A month after selling its 75-acre Plymouth campus, Prudential Financial announced it will move into the Dayton's Project building in Minneapolis next year, giving a much-needed lift to the downtown office sector that city boosters fear may never rebound from the pandemic.

Prudential will lease 28,000 square feet inside the former Dayton's Department Store that stretches 12 stories and 1.2 million square feet. The insurance company will be Dayton's fourth tenant, after Ernst & Young, Unilever and Uncommon, a retail marketing firm.

Eddie Rymer, the JLL agent who represented Prudential in the leasing transaction, said his client wanted a centralized downtown location and was drawn to the building's expansive amenities and indoor-outdoor terrace.

"The driver was being in the heart of downtown and the amenities of the building. That tenant's winter lounge is second to none," Rymer said.

Prudential will move into the eighth floor late next year, once renovations and design work by Gensler are complete. Prudential's new office digs will feature flexible work spaces, collaboration areas and enclosed focus rooms.

As many as 300 Prudential employees are expected to use the new office, though only a third will be there at any given time under the company's hybrid work schedule, Rymer said.

About 800 people at one time worked at Prudential's Plymouth location.

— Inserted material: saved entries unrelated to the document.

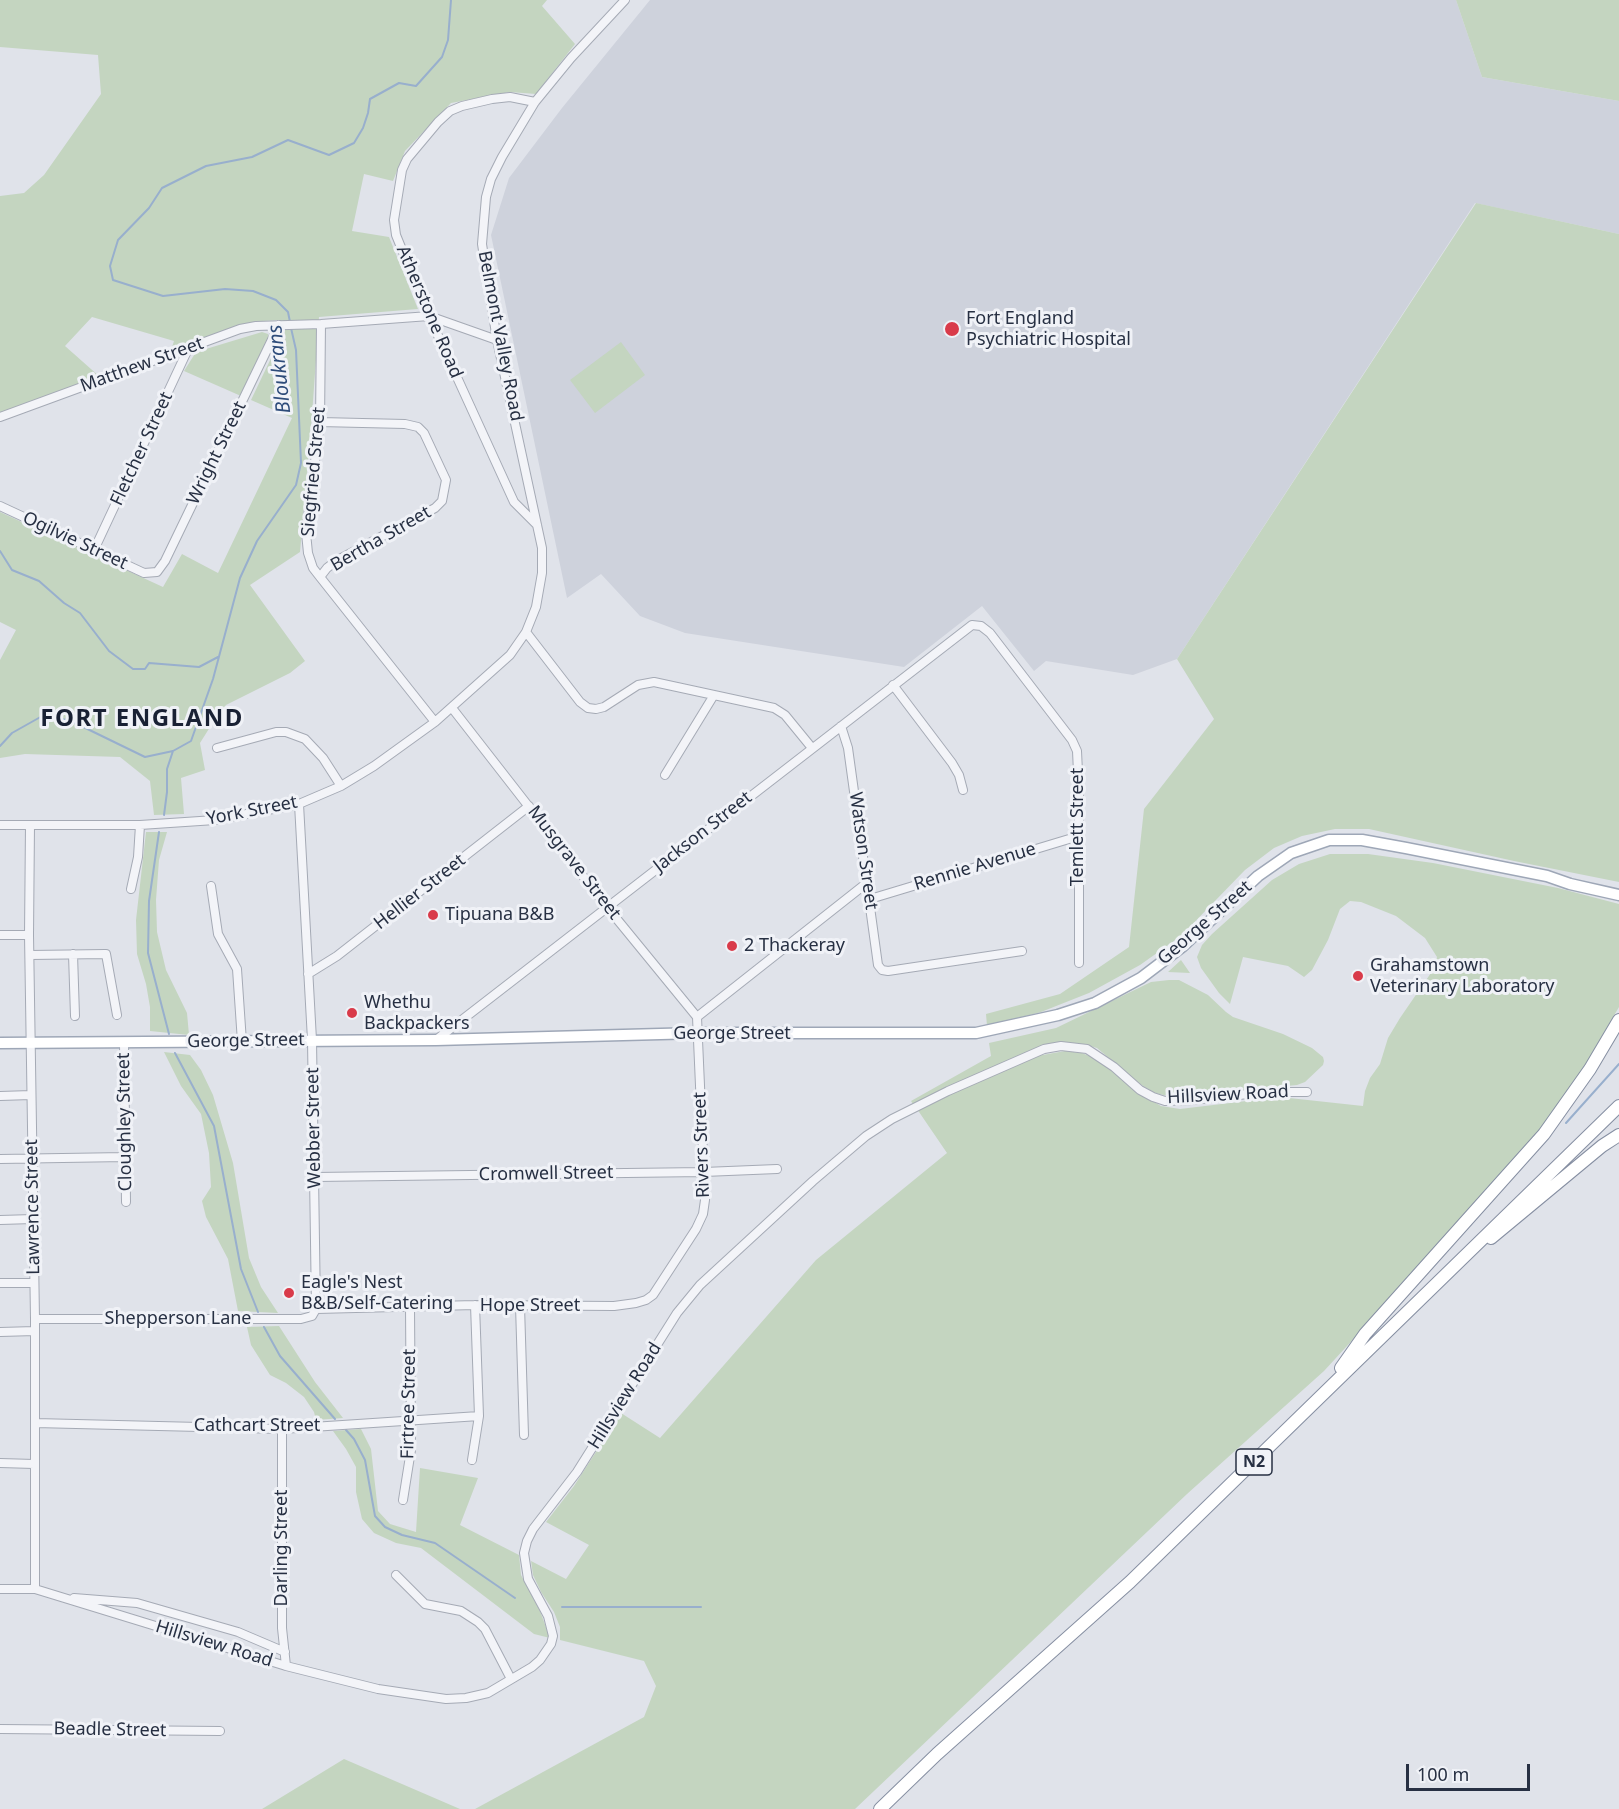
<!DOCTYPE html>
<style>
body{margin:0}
#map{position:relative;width:1619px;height:1809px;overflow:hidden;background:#e0e3ea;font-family:"Noto Sans",sans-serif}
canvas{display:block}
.scale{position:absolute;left:1406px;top:1764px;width:124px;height:27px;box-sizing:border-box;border:3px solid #273043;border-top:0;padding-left:8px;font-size:18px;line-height:21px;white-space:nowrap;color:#273043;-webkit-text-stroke:4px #f0f2f7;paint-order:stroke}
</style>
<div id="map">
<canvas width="1619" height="1809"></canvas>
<div class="scale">100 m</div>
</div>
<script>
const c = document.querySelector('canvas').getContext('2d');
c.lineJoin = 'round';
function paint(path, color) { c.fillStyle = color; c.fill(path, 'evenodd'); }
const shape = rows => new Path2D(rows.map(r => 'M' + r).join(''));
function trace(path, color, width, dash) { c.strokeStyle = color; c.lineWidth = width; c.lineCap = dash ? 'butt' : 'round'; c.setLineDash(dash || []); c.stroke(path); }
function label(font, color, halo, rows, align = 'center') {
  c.font = font + ' "Noto Sans",sans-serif'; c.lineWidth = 6; c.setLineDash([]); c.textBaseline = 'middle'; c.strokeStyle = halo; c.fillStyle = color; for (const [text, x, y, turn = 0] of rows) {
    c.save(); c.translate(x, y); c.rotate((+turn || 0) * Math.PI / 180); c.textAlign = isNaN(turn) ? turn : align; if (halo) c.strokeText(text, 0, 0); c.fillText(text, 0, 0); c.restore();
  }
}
paint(shape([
 [650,0,1456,0,1482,77,1619,101,1619,234,1475,203,1177,659,1133,675,1046,661,1034,671,982,606,904,667,685,633,640,616,601,574,567,598,491,235,509,178,562,108]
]), '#ced2dc');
paint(shape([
 [0,0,547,0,542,6,575,44,536,94,510,92,451,103,405,151,393,181,364,174,352,231,389,237,418,309,319,317,312,415,300,552,250,585,305,661,290,673,226,705,217,716,200,743,205,770,181,778,184,814,154,815,150,781,120,757,25,754,0,758,0,660,16,630,0,622,0,512,163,587,182,554,218,573,292,418,251,400,283,333,280,320,263,321,245,325,171,350,174,341,92,317,65,346,100,377,0,413,0,196,24,193,44,175,101,94,98,55,0,47],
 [1456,0,1619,0,1619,101,1482,77],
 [1476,203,1619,234,1619,882,1514,861,1369,829,1335,829,1302,836,1274,848,1245,870,1181,936,1140,965,1089,993,1041,1012,987,1026,986,1014,1060,994,1129,947,1144,809,1214,719,1177,659],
 [262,332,268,334,269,339,241,396,184,371,196,352],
 [621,342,645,375,595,413,570,380],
 [146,832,167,832,159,860,156,900,157,932,166,970,187,1013,189,1035,150,1031,150,1007,146,984,137,954,136,920],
 [1330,854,1368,854,1433,863,1558,888,1619,904,1619,1007,1578,1077,1540,1130,1426,1260,1324,1371,1187,1494,855,1809,475,1809,644,1717,656,1686,644,1661,560,1640,560,1627,554,1612,541,1592,533,1575,531,1561,566,1579,589,1545,546,1522,574,1486,621,1413,660,1438,816,1260,947,1153,917,1109,1037,1056,1065,1051,1082,1053,1094,1058,1114,1072,1131,1088,1161,1106,1180,1109,1280,1097,1363,1106,1365,1091,1370,1078,1380,1064,1388,1038,1400,1018,1433,970,1437,957,1425,938,1396,916,1361,902,1350,901,1340,909,1328,940,1312,970,1304,977,1288,966,1243,957,1230,1004,1219,993,1201,968,1197,957,1202,945,1212,934,1272,880,1299,864],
 [1181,960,1190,973,1168,972],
 [1169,980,1179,980,1208,995,1226,1012,1233,1017,1283,1034,1312,1048,1323,1057,1324,1061,1323,1065,1305,1082,1297,1085,1172,1097,1155,1093,1140,1084,1097,1048,1087,1045,1059,1043,913,1104,911,1101,991,1056,989,1043,1056,1028,1151,982],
 [164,1052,190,1055,201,1070,213,1095,233,1163,249,1258,261,1287,278,1313,238,1311,228,1259,206,1217,202,1201,211,1187,209,1153,201,1114,181,1086],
 [279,1326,315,1382,343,1418,316,1420,314,1412,304,1397,286,1383,270,1375,251,1345,247,1327],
 [361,1429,371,1449,378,1511,390,1524,416,1532,420,1468,478,1478,460,1525,519,1555,521,1575,540,1611,550,1638,534,1634,421,1548,396,1543,374,1533,362,1519,356,1492,356,1467,346,1449,333,1431],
 [344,1759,460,1809,262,1809]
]), '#c4d5c0');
trace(shape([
 [290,322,288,312,276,300,253,291,225,289,163,296,113,280,110,266,118,240,149,208,162,188,206,166,252,157,288,140,329,155,354,143,363,128,368,113,370,99,399,83,416,86,442,57,448,40,451,0],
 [0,551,12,570,39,581,64,603,80,613,109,651,133,669,145,669,149,663,199,667,218,657],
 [0,746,12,733,44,715,71,721,145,757,173,751,191,741,213,679,240,578,257,541,296,485,301,463,296,350,291,328],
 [164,815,167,792,167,769,173,751],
 [159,832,149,901,148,953,169,1034],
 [175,1053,214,1126,241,1269,258,1312],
 [1566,1123,1619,1064],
 [264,1327,280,1356,335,1419],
 [346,1430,354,1439,365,1460,375,1516,385,1527,402,1535,435,1543,515,1598],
 [562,1607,701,1607]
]), '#98afcd', 2);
const minor = shape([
 [535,102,510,97,492,99,462,106,450,111,438,122,407,159,402,170,394,220,396,235,429,316,514,502,537,525],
 [321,324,320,422,306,533,308,553,313,568,320,577,435,722],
 [0,417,240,329,256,326,321,324,429,316,497,340],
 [0,506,144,573,157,572,165,561,279,325],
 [94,550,189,347],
 [320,577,327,568,336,561,435,508,442,501,446,480,424,433,418,427,405,424,320,422],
 [526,632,580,702,588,708,596,709,604,707,638,685,654,682,774,708,785,715,812,748],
 [893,685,952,763,959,775,963,790],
 [452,708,607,907,697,1017],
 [841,726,848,748,878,965,882,970,888,971,1022,951],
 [217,748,276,732,286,732,305,739,323,758,341,786],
 [665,775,714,695],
 [299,804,312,1040,316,1309],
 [0,825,140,825,215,820,299,804,341,786,374,766,435,722,510,655,526,632,536,607,542,573,542,548,497,340,482,244,486,197,491,179,502,157,535,102,571,58,625,0],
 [30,825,29,935,35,1319,35,1589],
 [211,886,218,934,237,969,242,1042],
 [131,889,138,857,140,825],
 [870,899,1079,836],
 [0,935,29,935],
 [73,954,75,1016],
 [30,955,106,954,117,1015],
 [308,974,337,956,529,806],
 [697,1017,868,882],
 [436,1040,972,625,981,626,990,633,1072,740,1077,751,1079,793,1079,963],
 [124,1043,126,1202],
 [0,1096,31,1095],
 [0,1159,125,1157],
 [315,1177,704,1172,777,1169],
 [0,1220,33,1219],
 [0,1283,34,1283],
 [520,1306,524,1435],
 [316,1309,475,1305,614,1306,636,1303,646,1300,653,1295,696,1229,703,1214,705,1200,697,1017],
 [35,1319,301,1319,312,1316,316,1309],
 [0,1332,35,1331],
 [35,1423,282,1429,479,1416],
 [282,1429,282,1628,286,1666],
 [472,1460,479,1416,475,1305],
 [0,1463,34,1464],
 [403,1500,411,1450,410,1307],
 [396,1575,425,1604,461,1611,478,1622,485,1629,511,1679],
 [0,1589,35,1589,286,1666,378,1689,446,1699,466,1698,488,1693,532,1667,540,1660,551,1644,553,1636,548,1616,528,1579,524,1553,527,1541,533,1529,577,1472,677,1313,700,1285,813,1181,866,1136,892,1119,948,1091,1044,1049,1061,1046,1087,1049,1114,1067,1140,1090,1153,1097,1165,1101,1192,1100,1267,1092,1307,1092],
 [74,1598,137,1603,238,1632,285,1652],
 [0,1729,220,1731]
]);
const major = shape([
 [0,1043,436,1040,698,1033,976,1033,1058,1015,1095,1003,1141,978,1183,946,1258,876,1291,853,1329,840,1362,840,1406,848,1547,876,1570,884,1619,895]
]);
const highway = shape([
 [1491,1238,1602,1146,1619,1135],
 [1341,1368,1365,1334,1544,1134,1590,1069,1619,1020],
 [880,1809,937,1754,1130,1582,1619,1106]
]);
trace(minor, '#a5aab5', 10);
trace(major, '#9ea7b7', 13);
trace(highway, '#868fa2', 14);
trace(minor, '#f3f4f8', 8);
trace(major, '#fff', 10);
trace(highway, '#fff', 12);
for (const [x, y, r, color] of [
 [952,329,8,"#d93b4a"],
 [433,915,6,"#d93b4a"],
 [732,946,6,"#d93b4a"],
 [1358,976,6,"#d93b4a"],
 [352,1013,6,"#d93b4a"],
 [289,1293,6,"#d93b4a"]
]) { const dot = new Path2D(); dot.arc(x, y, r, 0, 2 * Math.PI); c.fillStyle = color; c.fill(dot); trace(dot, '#f0f2f7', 2); }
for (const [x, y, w] of [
 [1254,1462,36]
]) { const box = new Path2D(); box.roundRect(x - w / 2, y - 13, w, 26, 4.5); c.fillStyle = '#f0f2f7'; c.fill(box); trace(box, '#273043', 1.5); }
label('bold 16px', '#273043', null, [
 ["N2",1254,1462]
]);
label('18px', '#273043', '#f0f2f7', [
 ["Atherstone Road",429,312,67],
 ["Belmont Valley Road",500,336,79],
 ["Matthew Street",142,365,-20],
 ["Fletcher Street",142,449,-65],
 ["Wright Street",217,453,-64],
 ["Siegfried Street",314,472,-85],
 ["Bertha Street",381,539,-30],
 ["Ogilvie Street",75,541,25],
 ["York Street",252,811,-11],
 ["Temlett Street",1078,827,-90],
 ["Jackson Street",703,832,-38],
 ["Watson Street",863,851,82],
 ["Musgrave Street",574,863,52],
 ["Rennie Avenue",975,867,-17],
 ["Hellier Street",420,892,-38],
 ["George Street",1205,923,-41],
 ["George Street",732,1034],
 ["George Street",246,1041,-1],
 ["Hillsview Road",1228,1095,-3],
 ["Cloughley Street",125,1122,-91],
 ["Webber Street",314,1128,-91],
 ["Rivers Street",702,1145,-92],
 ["Cromwell Street",546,1174,-1],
 ["Lawrence Street",33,1207,-91],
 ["Hope Street",530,1306],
 ["Shepperson Lane",178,1319],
 ["Hillsview Road",625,1396,-58],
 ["Firtree Street",409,1404,-89],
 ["Cathcart Street",257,1426],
 ["Darling Street",282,1548,-90],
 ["Hillsview Road",214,1644,17],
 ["Beadle Street",110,1730,1]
]);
label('18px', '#273043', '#f0f2f7', [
 ["Fort England",966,319],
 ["Psychiatric Hospital",966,340],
 ["Tipuana B&B",445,915],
 ["2 Thackeray",744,946],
 ["Grahamstown",1370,966],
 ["Veterinary Laboratory",1370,987],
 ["Whethu",364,1003],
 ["Backpackers",364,1024],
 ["Eagle's Nest",301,1283],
 ["B&B/Self-Catering",301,1304]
], 'left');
label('italic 20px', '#2e4c7a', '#f0f2f7', [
 ["Bloukrans",280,369,-96]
]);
c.letterSpacing = '1.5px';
label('bold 24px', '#192134', '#f0f2f7', [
 ["FORT ENGLAND",142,719]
]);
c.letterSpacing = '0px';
</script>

The pandemic and the trend toward hybrid work diminished the company's space needs, prompting a search last year for new office space.

The Dayton's tower underwent a much-heralded $350 million office conversion. Its completion landed in the middle of the pandemic with a thud. It survived a bitter legal battle over ownership and has struggled to find new tenants amid a slow office market recovery.

As recently as the second quarter, office vacancy rates averaged 30% in downtown Minneapolis and 26% in downtown St. Paul, according to Cushman & Wakefield.

This month, the Minneapolis Downtown Council found that only 55% of workers had returned to their downtown offices given the rising popularity of remote work.

Downtown Council CEO Steve Cramer said the number of returning office workers is expected to rise by year-end as more companies set firmer expectations for office attendance — or follow the lead of Prudential, Principal Financial and Deluxe Corp. in trading suburban digs for downtown space.

"We are so excited to welcome Prudential to the Dayton's Project," said Jim Montez, vice president of leasing agency Transwestern.

"By moving from the suburbs into the Dayton's Project, Prudential will give its employees access to a one-of-a-kind space with high-end amenities and spaces created to facilitate relationships and business advantages," he said.

Last month, Prudential sold its 450,000-square-foot building and 75-acre campus in Plymouth to a pair of Twin Cities development companies led by Dan Salzer and Jeff Koch. The companies plan to spend $300 million converting the Plymouth site into apartments, retail and medical offices.

Prudential is expected to continue working from the old campus until its new space in downtown Minneapolis is complete.

The Dayton's Project is not the only building enjoying renewed leasing activity.

This week, the IDS Center noted that several of its tenants, including wealth management firm Okabena Co. and law practice Lathrop GPM, have renewed their leases or increased their space needs.

The 57-story IDS Center, which is celebrating its 50th anniversary Thursday, is a Class A office building with the kind of amenities and high-quality office space that many companies are now seeking. That's especially true for companies that are downsizing their space as they shift to hybrid work arrangements.

"As many companies embrace hybrid work schedules and solidify their long-term office plans, these lease expansions and renewals prove that the IDS Center remains an ideal option for a wide variety of tenants," said Deb Kolar, general manager of the IDS Center.

MedTrace Pharma recently signed a new lease for about 2,700 square feet while an existing tenant, the law firm Taft Stettinius & Hollister LLP, took an additional 15,500 square feet.